Selenium toxicity can cause brittle hair and nails, and eventually lead to hair and nail loss. Other, less common, side effects of eating too many Brazil nuts can also include problems with your digestive system. Aside from leaving a garlic smell on your breath and a metallic taste in your mouth, you could experience skin rashes or lesions, diarrhea, discolorations on your teeth, fatigue, irritability and nervous system irregularities.

7. Cinnamon

Many health food sites will tell you to add more of this delicious spice to your diet. It is commonly indicated that adding cinnamon to coffee is a great option for your health. Most of this advice is correct, but cinnamon also contains a high amount of a compound called coumarin, which can be dangerous when too much is ingested. There are two different types of cinnamon, each with a different concentration of coumarin:

  • Cassia Cinnamon – The more common form of cinnamon, Cassia cinnamon is easier to harvest and therefore cheaper, but it is also relatively high in coumarin. Depending on your weight you should not ingest more than 0.5-2.0 grams of Cassia cinnamon
  • Ceylon Cinnamon – Also known as “true cinnamon”, Ceylon cinnamon is harder to come by and generally more expensive, but it contains a much lower amount of coumarin. You can eat up to 5 grams of Ceylon cinnamon per day.

In large quantities, however, cinnamon can be hazardous.
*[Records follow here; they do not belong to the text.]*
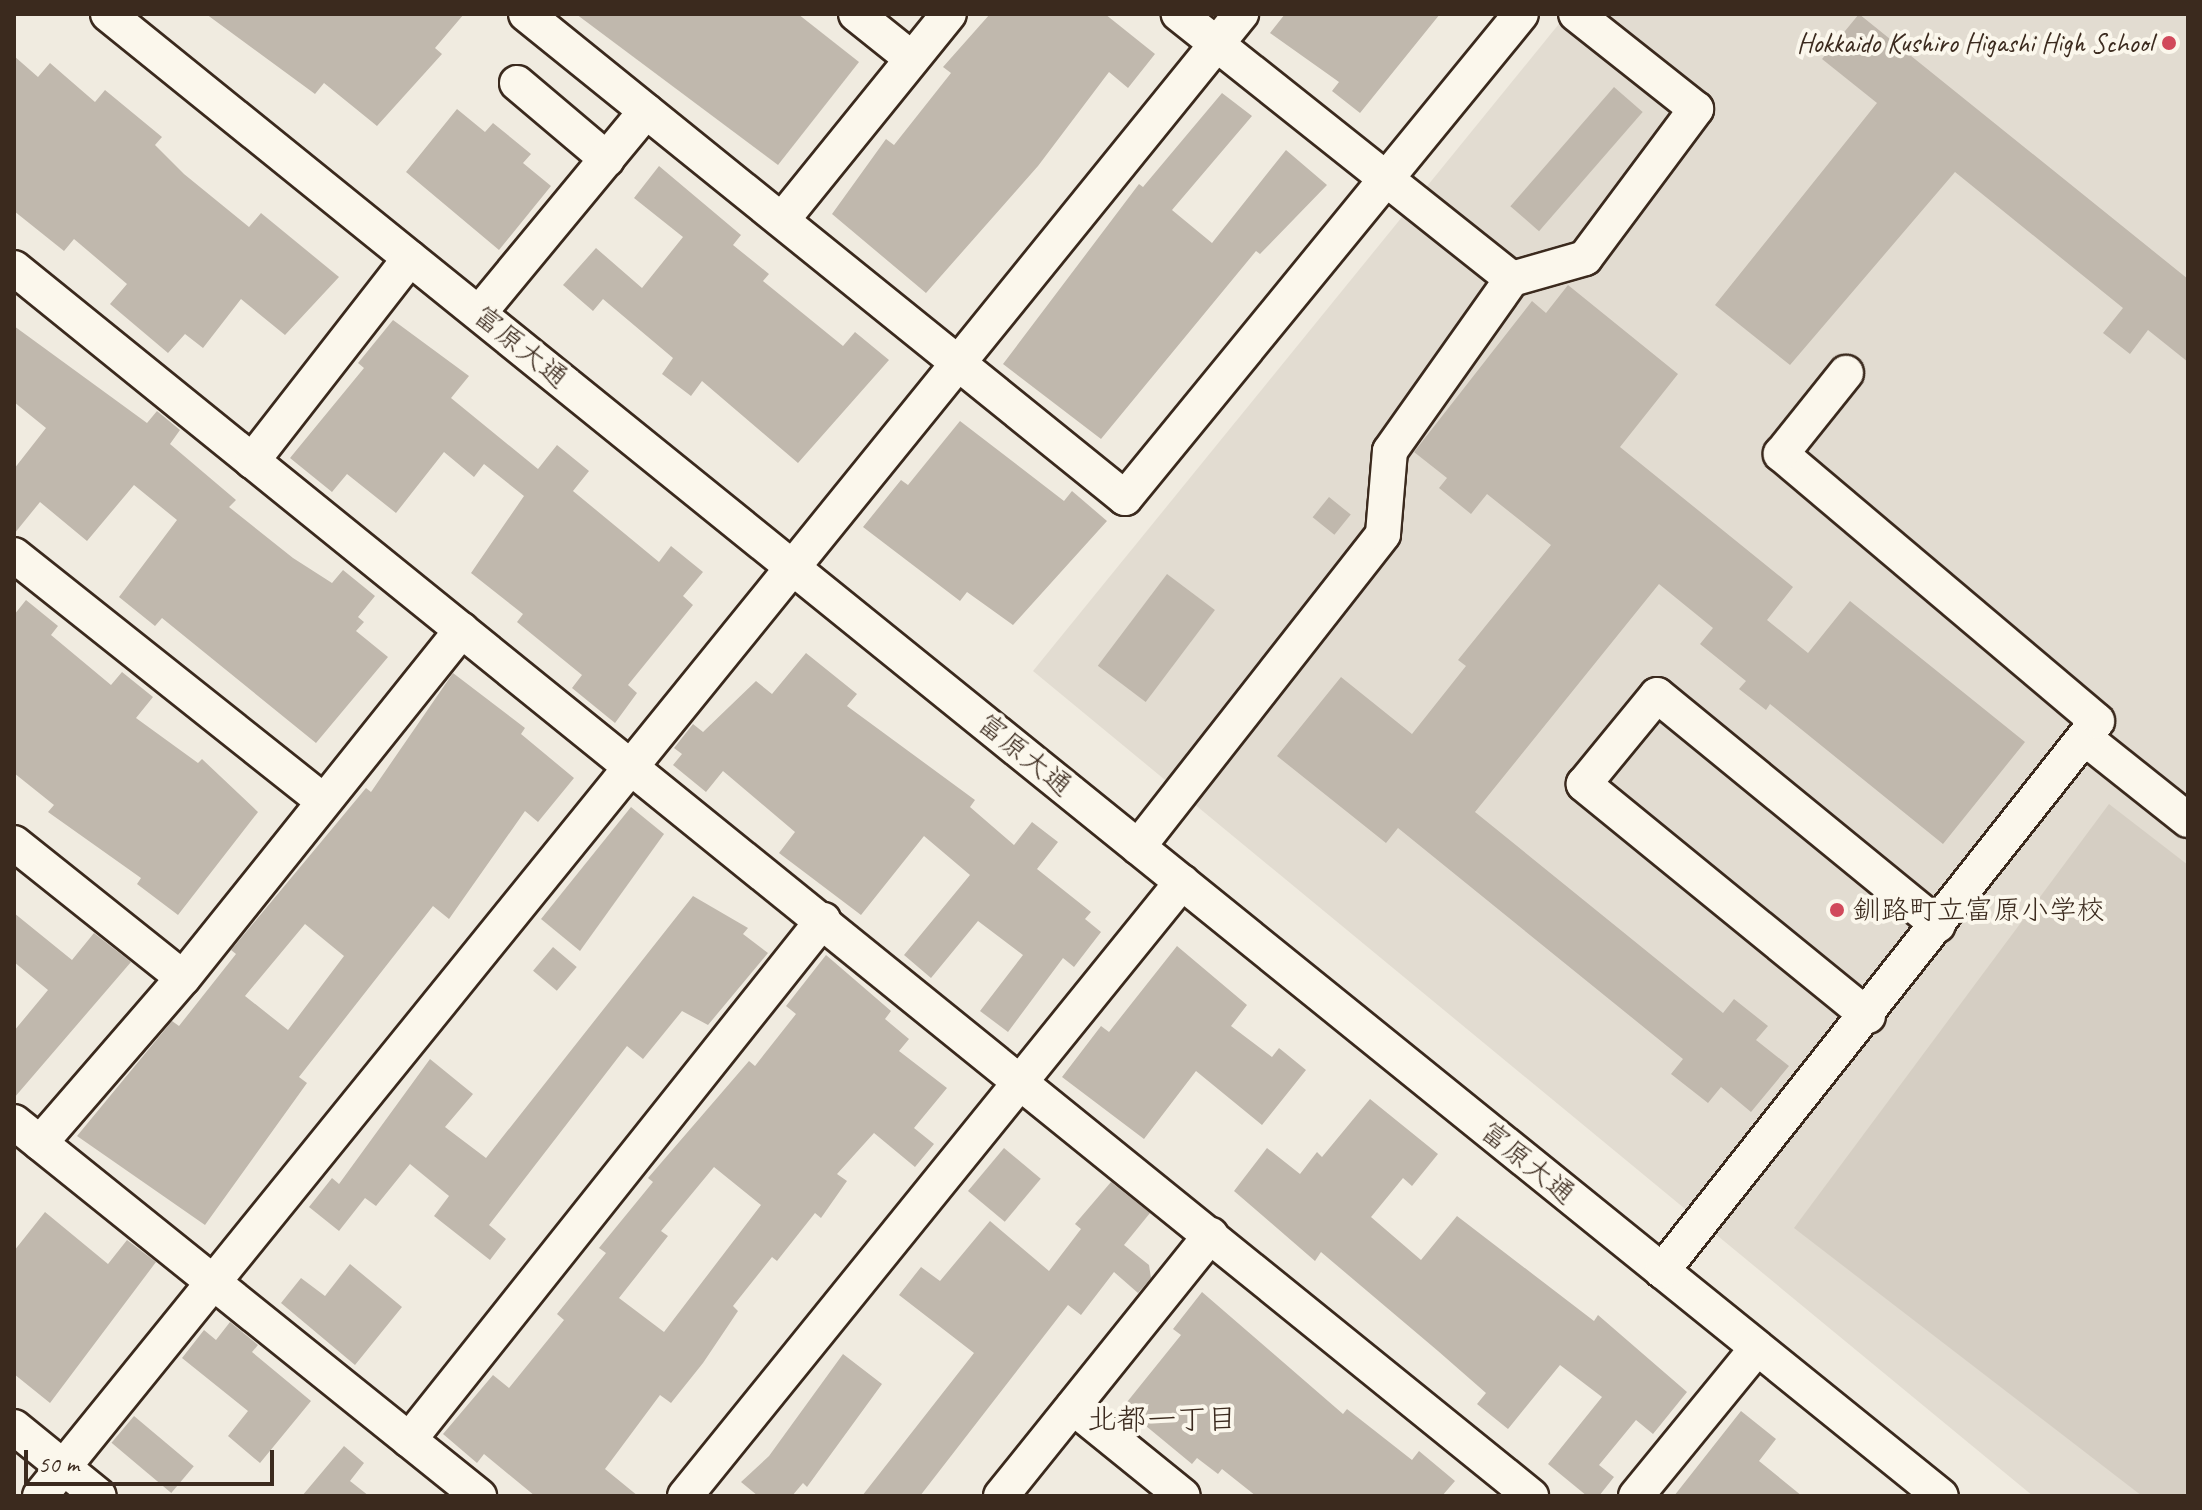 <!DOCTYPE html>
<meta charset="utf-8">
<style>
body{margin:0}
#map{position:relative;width:2202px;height:1510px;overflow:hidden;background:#f0ebe0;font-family:Caveat,"Klee One",sans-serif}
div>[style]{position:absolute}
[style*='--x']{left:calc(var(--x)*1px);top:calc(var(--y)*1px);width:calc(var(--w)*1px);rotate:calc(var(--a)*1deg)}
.built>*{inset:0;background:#e2dcd1}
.green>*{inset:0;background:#d5cec3}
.building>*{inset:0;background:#c0b8ad;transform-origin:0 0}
.roads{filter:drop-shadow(2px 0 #3b2a1e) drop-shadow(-2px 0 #3b2a1e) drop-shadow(0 2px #3b2a1e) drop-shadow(0 -2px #3b2a1e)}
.minor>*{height:34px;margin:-17px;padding:0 17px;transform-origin:17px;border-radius:17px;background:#fbf7ec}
.dots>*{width:22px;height:22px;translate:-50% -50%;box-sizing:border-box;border:4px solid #fbf7ec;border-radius:50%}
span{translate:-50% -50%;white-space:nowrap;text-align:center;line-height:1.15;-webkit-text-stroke:8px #fbf7ec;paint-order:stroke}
.poi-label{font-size:28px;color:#3b2a1e}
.right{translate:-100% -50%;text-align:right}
.left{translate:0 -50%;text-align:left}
.street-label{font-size:28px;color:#3b2a1e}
.neighbourhood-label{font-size:30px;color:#3b2a1e}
.frame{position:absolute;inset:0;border:16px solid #3b2a1e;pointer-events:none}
.scale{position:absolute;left:24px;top:1450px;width:250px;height:36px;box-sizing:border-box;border:4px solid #3b2a1e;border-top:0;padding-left:10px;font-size:24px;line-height:28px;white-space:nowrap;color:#3b2a1e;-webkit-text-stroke:6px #fbf7ec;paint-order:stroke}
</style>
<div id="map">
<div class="built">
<i style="clip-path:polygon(1567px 14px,2188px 14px,2188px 1496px,2033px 1496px,1033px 671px)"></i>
</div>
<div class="green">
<i style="clip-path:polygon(2109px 804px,2188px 865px,2188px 1496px,2142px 1496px,1794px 1228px)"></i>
</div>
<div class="building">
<i style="clip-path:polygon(206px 14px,464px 14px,435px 48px,442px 54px,377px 126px,324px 83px,315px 94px)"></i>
<i style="clip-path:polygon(576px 14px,798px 14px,859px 62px,778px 165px)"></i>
<i style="clip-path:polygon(990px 14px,1105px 14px,1155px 54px,1128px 88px,1109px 72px,1038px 166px,926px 293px,832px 214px,886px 139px,894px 145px,951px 73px,943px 67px)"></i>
<i style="clip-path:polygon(1285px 14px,1440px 14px,1360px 113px,1332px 91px,1339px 82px,1270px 33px)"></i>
<i style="clip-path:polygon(1859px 14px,2188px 279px,2188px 362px,2148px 330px,2130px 354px,2103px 333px,2123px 308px,1955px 172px,1790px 365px,1715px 305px,1877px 103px,1822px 59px)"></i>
<i style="clip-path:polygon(14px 56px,38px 77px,50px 63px,95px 102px,105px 90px,162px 137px,155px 145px,184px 174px,249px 227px,261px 213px,339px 277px,285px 335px,241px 299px,203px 348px,185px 334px,168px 353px,110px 304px,127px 284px,74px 239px,64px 251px,14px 211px)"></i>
<i style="left:1614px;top:87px;width:38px;height:158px;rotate:41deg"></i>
<i style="clip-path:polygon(1222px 93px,1252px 116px,1172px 210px,1212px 243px,1286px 150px,1327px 185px,1260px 254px,1256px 251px,1101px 439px,1003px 364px,1139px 184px,1143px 187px)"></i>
<i style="clip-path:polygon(457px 109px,485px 132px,493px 123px,531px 154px,523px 163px,551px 186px,499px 250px,406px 172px)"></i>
<i style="clip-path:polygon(659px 166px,741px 235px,733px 245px,769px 274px,763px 281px,843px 346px,855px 332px,889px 360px,798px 463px,702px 381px,691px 396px,662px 374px,673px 358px,603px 299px,593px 311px,563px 285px,596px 248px,642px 288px,683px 237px,634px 198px)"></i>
<i style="clip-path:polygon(1568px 285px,1678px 374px,1620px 447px,1793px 587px,1767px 620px,1808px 653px,1850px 601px,2025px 742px,1943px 844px,1770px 704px,1766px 710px,1739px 689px,1746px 681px,1700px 644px,1713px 628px,1659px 584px,1475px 812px,1723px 1013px,1734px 999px,1768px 1026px,1756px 1040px,1789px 1066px,1751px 1112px,1721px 1087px,1708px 1103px,1671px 1074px,1683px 1059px,1398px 828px,1386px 843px,1277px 756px,1341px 677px,1412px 734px,1466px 666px,1458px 660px,1551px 545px,1487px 494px,1471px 514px,1439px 488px,1447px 478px,1414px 452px,1532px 301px,1546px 313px)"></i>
<i style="clip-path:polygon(393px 320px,469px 376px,451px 398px,538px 469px,557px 445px,589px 471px,573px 491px,659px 562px,671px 546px,703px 572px,683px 596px,693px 605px,628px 685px,637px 693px,615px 723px,572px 688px,582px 675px,517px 622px,523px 614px,471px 573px,524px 496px,484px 464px,474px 477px,444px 452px,396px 513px,347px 474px,332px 492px,290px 458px,364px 368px,358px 363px)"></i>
<i style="clip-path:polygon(14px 326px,147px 423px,157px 411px,180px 430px,170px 444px,236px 500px,229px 507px,293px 558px,332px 583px,343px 570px,375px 596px,358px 617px,364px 622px,356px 631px,388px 657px,316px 743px,162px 618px,155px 626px,119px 597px,177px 520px,134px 485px,87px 541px,40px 502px,14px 534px,14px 469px,46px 428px,14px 402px)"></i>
<i style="clip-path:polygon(960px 421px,1064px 501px,1072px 491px,1107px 521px,1013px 625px,967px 592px,960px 601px,863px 527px,901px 480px,908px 485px)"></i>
<i style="left:1329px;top:497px;width:28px;height:26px;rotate:39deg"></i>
<i style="left:1167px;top:574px;width:60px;height:115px;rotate:37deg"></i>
<i style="clip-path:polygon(26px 600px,58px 626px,51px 635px,111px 685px,122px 672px,153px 697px,136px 718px,198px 763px,202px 759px,258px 812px,178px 915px,137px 884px,141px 878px,48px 812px,54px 805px,14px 773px,14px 615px)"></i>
<i style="clip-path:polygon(806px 653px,857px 694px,847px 706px,975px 800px,970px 807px,1014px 845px,1032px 822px,1058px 842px,1037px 869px,1091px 912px,1085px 919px,1101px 932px,1074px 967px,1063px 958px,1008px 1032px,980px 1011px,1023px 955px,978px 921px,931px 978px,904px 955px,970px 875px,924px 836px,861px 915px,779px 853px,795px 832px,723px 771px,706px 792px,673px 765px,682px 754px,674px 748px,693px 724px,703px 732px,756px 681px,772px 694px)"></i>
<i style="clip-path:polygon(evenodd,453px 673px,525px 728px,521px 734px,574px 778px,538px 822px,525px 811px,449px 919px,433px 906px,299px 1077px,307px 1083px,205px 1225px,77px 1136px,172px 1021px,179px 1026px,236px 954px,231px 950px,366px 788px,371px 792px,453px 673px,305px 924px,344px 956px,288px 1030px,245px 996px,305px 924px)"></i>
<i style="clip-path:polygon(631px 807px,664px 834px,580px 951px,541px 919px)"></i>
<i style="clip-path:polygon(693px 896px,748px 928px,743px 934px,768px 953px,708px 1025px,682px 1011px,643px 1059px,627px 1046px,489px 1225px,506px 1239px,490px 1260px,434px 1216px,449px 1196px,410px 1164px,376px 1206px,365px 1198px,339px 1231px,309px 1207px,332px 1178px,339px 1184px,430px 1059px,473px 1094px,445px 1127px,486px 1158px)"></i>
<i style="clip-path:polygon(14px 913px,72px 960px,94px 933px,131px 962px,14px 1098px,14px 1031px,48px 990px,14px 962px)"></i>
<i style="clip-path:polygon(1177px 946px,1247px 1005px,1231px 1026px,1272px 1057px,1279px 1048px,1306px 1070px,1262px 1125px,1196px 1071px,1144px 1139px,1062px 1077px,1101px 1026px,1109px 1032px)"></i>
<i style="left:553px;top:947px;width:31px;height:31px;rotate:40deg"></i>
<i style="clip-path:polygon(evenodd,826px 955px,891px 1011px,885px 1019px,909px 1039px,899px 1051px,947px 1088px,914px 1128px,934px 1144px,915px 1167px,874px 1133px,837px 1174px,847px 1181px,821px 1218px,815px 1213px,777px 1261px,772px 1257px,733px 1306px,738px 1311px,703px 1363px,671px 1403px,660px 1395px,605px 1469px,638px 1496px,535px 1496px,484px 1454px,477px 1463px,443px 1434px,493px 1375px,509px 1388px,564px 1320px,557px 1314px,606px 1253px,599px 1248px,653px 1182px,648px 1178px,749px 1061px,755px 1066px,796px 1014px,786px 1006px,826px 955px,714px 1167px,761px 1205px,664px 1332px,619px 1298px,668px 1236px,661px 1231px,714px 1167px)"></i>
<i style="clip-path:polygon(1370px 1099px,1438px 1154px,1412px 1186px,1403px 1178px,1371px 1217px,1421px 1260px,1457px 1216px,1594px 1321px,1598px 1315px,1687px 1392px,1653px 1434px,1636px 1420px,1599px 1465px,1614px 1477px,1599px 1496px,1587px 1496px,1548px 1464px,1602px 1397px,1560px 1365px,1508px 1429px,1477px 1404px,1486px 1393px,1438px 1351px,1321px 1252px,1315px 1261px,1234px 1191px,1267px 1148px,1300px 1174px,1317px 1152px,1322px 1157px)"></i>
<i style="left:1004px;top:1148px;width:48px;height:56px;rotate:40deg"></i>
<i style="clip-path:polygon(1111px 1182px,1150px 1213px,1124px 1245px,1149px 1265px,1151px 1278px,1138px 1293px,1114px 1272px,1081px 1315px,1068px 1305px,920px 1496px,862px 1496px,974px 1353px,899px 1295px,921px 1267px,940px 1281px,990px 1221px,1049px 1271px,1081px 1229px,1075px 1224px)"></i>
<i style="clip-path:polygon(45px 1212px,108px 1264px,127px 1240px,156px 1262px,50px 1403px,14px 1374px,14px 1251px)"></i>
<i style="clip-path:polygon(350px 1264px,402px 1307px,355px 1365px,281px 1303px,301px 1278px,325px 1296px)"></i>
<i style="clip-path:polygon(1202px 1292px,1343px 1414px,1347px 1409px,1412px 1460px,1419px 1451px,1455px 1481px,1442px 1496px,1256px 1496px,1222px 1469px,1218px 1474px,1197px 1458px,1192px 1464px,1123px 1407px,1181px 1335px,1173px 1329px)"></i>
<i style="clip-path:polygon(230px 1322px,258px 1345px,252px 1352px,311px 1401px,260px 1463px,228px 1436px,248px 1411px,182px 1358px,204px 1330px,216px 1340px)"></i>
<i style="clip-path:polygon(843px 1354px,882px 1384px,807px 1487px,803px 1483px,792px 1496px,758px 1496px,741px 1482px,769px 1456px)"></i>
<i style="clip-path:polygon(1741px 1411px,1776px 1439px,1759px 1461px,1802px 1496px,1674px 1496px)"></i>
<i style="left:134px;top:1416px;width:78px;height:35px;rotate:40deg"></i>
<i style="clip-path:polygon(344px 1446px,364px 1463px,350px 1481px,369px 1496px,302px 1496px)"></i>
</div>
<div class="roads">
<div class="minor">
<i style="--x:108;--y:14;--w:2357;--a:38.96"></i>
<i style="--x:526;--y:14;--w:770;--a:38.94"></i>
<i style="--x:1125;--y:498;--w:625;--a:-50.71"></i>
<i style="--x:856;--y:14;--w:70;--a:38.7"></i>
<i style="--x:517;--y:83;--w:118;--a:40.2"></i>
<i style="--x:782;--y:220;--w:265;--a:-51"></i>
<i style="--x:14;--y:268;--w:1952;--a:38.99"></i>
<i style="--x:1512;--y:279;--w:76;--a:-16"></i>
<i style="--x:1585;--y:258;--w:186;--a:-53.3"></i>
<i style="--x:1696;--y:109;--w:153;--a:-141.6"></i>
<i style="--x:479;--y:313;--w:262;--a:-50.4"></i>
<i style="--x:252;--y:461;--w:257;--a:-52.1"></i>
<i style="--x:14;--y:555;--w:394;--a:38.5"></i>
<i style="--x:2086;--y:739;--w:130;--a:38.5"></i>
<i style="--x:14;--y:843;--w:216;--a:38.6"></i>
<i style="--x:1138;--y:847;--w:397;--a:-51.9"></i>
<i style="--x:1383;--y:534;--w:83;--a:-85.2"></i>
<i style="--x:1390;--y:451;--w:211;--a:-54.7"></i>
<i style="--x:1512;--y:279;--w:426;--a:-141.5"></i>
<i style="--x:1868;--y:1016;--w:367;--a:-140.8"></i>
<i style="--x:1584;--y:784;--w:115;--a:-50.6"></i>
<i style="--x:1657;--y:695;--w:363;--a:39.3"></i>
<i style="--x:14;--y:1122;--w:597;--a:38.81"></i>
<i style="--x:40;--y:1143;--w:218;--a:-49.1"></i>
<i style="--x:183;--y:978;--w:446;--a:-51.3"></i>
<i style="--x:1662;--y:1271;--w:701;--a:-51.66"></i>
<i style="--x:2097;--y:721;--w:414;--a:-139.8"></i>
<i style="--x:1781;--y:454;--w:104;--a:-51.3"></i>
<i style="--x:1073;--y:1407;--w:141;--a:39"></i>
<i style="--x:14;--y:1427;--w:109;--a:39.1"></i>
<i style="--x:409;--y:1440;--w:665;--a:-51.47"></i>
<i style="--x:40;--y:1496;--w:1908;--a:-50.98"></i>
<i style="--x:685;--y:1496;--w:790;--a:-51.01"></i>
<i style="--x:1001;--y:1496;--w:335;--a:-51.2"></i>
<i style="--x:1636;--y:1496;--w:191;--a:-50.7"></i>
</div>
</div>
<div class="dots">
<i style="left:2169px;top:43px;background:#d1495b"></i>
<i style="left:1837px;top:910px;background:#d1495b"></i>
</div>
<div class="poi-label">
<span class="right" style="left:2153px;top:43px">Hokkaido Kushiro Higashi High School</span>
<span class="left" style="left:1853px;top:910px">釧路町立富原小学校</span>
</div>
<div class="street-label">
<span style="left:521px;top:347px;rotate:39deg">富原大通</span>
<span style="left:1025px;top:755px;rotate:39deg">富原大通</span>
<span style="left:1528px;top:1163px;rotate:39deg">富原大通</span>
</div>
<div class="neighbourhood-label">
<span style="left:1162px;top:1419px">北都一丁目</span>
</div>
<div class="frame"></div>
<div class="scale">50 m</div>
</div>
It can lead to premature labor, liver failure, blood thinning (which is contra-indicated especially for people taking aspirin or blood thinners), skin irritation, elevated heart rate, stomach and mouth irritation, decreased blood sugar, shortness of breath, dizziness, and potentially cause kidney disease.  As with anything else, do your research before adding excessive amounts of cinnamon to your diet.

8. Nutmeg

Another popular spice, especially at Christmas time, nutmeg doesn’t have as many health benefits as the other foods on this list, but it can be just as dangerous.

Nutmeg contains a high concentration of myristicin, a psychoactive substance. In low doses it won’t cause much of an effect and can greatly enhance the flavor of your food or beverage. But high amounts of nutmeg—more than 10 grams—can cause myristicin poisoning.

Myristicin poisoning is characterized by nausea, dizziness, pain, hallucinations, seizures and even heart arrhythmias.

Remember, a food being healthy doesn’t give you a free pass to eat as much of it as you want. Too much of a good thing is still too much. The best way to stay healthy is to eat a wide variety of foods.